Records from a dataset:

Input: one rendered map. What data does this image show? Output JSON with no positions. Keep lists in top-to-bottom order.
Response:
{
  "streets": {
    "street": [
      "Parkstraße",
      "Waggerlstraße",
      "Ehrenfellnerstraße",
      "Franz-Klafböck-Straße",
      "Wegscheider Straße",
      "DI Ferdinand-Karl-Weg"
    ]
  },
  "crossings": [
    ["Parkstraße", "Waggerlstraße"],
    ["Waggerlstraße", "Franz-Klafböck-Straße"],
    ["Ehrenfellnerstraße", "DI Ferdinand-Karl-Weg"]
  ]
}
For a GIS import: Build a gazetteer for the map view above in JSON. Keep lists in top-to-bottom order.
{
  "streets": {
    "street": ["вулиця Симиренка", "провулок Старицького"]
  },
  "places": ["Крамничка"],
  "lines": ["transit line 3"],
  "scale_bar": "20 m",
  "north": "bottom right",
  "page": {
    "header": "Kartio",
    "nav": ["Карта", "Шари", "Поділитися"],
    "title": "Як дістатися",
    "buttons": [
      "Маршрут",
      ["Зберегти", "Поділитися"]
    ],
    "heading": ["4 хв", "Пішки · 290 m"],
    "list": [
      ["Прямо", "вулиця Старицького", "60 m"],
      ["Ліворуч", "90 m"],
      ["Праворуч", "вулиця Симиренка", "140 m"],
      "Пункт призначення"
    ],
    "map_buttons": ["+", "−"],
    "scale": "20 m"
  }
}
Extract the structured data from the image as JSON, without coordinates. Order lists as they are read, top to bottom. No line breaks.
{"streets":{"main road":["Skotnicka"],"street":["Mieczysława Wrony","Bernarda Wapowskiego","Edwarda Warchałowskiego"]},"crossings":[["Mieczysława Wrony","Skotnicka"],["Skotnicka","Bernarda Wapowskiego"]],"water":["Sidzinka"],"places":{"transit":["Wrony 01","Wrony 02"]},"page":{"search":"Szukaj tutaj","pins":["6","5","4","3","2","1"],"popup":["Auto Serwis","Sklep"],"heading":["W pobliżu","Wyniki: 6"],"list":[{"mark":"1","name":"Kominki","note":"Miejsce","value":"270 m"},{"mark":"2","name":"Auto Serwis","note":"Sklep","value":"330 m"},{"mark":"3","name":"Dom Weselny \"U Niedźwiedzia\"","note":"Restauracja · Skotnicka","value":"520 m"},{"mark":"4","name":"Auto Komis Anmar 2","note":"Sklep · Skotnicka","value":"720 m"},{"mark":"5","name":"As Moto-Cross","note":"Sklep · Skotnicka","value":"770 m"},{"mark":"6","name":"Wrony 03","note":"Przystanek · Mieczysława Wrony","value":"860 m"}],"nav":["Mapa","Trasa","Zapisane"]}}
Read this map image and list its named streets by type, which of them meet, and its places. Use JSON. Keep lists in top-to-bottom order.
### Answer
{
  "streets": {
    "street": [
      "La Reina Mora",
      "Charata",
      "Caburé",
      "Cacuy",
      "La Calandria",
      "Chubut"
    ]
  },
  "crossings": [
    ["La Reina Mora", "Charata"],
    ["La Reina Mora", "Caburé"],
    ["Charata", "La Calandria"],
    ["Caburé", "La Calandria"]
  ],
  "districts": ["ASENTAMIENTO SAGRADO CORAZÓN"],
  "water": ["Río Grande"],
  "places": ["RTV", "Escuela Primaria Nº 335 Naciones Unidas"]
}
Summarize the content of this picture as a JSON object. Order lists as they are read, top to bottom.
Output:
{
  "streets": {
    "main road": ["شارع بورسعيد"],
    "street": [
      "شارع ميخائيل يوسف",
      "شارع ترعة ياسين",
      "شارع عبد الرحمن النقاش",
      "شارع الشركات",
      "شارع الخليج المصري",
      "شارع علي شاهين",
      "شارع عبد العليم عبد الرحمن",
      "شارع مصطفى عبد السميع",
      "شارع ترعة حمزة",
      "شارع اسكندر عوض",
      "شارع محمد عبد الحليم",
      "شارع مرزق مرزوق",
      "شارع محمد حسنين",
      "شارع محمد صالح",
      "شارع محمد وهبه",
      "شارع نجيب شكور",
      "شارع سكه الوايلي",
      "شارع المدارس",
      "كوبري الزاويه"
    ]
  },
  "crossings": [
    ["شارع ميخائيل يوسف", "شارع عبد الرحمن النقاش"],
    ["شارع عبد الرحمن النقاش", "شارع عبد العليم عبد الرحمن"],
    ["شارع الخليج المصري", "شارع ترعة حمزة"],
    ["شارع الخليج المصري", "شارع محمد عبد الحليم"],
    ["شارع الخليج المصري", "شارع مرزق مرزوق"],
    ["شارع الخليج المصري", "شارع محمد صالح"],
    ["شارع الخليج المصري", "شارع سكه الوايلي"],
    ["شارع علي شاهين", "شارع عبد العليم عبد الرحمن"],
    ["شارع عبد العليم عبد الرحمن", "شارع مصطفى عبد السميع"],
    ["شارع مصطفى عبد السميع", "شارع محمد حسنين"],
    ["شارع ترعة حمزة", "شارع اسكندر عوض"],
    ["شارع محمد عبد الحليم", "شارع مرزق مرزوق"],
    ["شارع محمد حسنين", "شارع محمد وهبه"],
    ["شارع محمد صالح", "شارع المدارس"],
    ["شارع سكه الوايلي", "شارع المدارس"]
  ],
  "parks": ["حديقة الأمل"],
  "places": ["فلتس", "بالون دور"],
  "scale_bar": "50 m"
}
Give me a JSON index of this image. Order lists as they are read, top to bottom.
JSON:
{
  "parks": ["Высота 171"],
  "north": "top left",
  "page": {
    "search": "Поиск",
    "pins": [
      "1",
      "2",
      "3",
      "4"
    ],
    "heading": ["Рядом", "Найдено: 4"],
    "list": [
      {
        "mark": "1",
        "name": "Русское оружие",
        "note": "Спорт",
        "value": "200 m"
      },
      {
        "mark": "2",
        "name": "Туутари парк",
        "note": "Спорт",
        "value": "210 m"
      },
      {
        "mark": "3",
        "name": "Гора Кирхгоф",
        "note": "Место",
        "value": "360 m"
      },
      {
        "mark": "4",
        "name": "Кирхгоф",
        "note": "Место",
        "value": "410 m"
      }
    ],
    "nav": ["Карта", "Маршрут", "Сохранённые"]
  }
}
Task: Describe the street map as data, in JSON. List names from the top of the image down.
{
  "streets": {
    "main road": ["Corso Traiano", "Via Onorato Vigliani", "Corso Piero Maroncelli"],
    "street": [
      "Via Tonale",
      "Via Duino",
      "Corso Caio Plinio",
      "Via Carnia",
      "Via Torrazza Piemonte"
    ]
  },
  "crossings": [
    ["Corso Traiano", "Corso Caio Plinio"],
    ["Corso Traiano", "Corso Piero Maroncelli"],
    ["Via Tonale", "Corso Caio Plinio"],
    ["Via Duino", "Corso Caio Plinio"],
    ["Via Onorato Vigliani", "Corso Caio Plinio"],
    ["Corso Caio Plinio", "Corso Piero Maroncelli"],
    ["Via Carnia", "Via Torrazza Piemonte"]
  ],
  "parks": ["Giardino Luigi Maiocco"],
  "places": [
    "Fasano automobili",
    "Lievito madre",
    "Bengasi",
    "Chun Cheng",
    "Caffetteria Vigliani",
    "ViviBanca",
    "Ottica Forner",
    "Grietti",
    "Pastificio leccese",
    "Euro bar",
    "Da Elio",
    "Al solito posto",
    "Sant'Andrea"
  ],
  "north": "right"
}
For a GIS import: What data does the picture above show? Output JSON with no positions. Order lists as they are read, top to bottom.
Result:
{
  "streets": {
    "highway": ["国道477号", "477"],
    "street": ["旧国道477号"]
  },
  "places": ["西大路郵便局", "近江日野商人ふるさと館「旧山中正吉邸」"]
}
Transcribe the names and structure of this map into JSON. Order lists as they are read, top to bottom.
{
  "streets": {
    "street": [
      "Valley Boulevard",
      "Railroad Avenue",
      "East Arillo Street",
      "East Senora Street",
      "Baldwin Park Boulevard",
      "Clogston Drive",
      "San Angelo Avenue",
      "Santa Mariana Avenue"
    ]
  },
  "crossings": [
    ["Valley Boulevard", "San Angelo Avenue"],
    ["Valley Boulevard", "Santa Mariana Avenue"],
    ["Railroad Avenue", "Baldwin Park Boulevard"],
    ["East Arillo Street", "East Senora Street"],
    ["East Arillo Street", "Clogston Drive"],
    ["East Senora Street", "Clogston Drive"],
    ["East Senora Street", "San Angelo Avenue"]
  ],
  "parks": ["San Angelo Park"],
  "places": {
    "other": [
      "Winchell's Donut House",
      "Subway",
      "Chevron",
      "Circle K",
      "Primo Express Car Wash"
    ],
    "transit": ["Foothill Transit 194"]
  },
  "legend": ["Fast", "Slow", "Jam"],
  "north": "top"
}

» Task brief
Search the data for the string "transit" and copy every line where it appears.

» Exercise answer
  "lines": ["transit line 3"],
{"streets":{"main road":["Skotnicka"],"street":["Mieczysława Wrony","Bernarda Wapowskiego","Edwarda Warchałowskiego"]},"crossings":[["Mieczysława Wrony","Skotnicka"],["Skotnicka","Bernarda Wapowskiego"]],"water":["Sidzinka"],"places":{"transit":["Wrony 01","Wrony 02"]},"page":{"search":"Szukaj tutaj","pins":["6","5","4","3","2","1"],"popup":["Auto Serwis","Sklep"],"heading":["W pobliżu","Wyniki: 6"],"list":[{"mark":"1","name":"Kominki","note":"Miejsce","value":"270 m"},{"mark":"2","name":"Auto Serwis","note":"Sklep","value":"330 m"},{"mark":"3","name":"Dom Weselny \"U Niedźwiedzia\"","note":"Restauracja · Skotnicka","value":"520 m"},{"mark":"4","name":"Auto Komis Anmar 2","note":"Sklep · Skotnicka","value":"720 m"},{"mark":"5","name":"As Moto-Cross","note":"Sklep · Skotnicka","value":"770 m"},{"mark":"6","name":"Wrony 03","note":"Przystanek · Mieczysława Wrony","value":"860 m"}],"nav":["Mapa","Trasa","Zapisane"]}}
    "transit": ["Foothill Transit 194"]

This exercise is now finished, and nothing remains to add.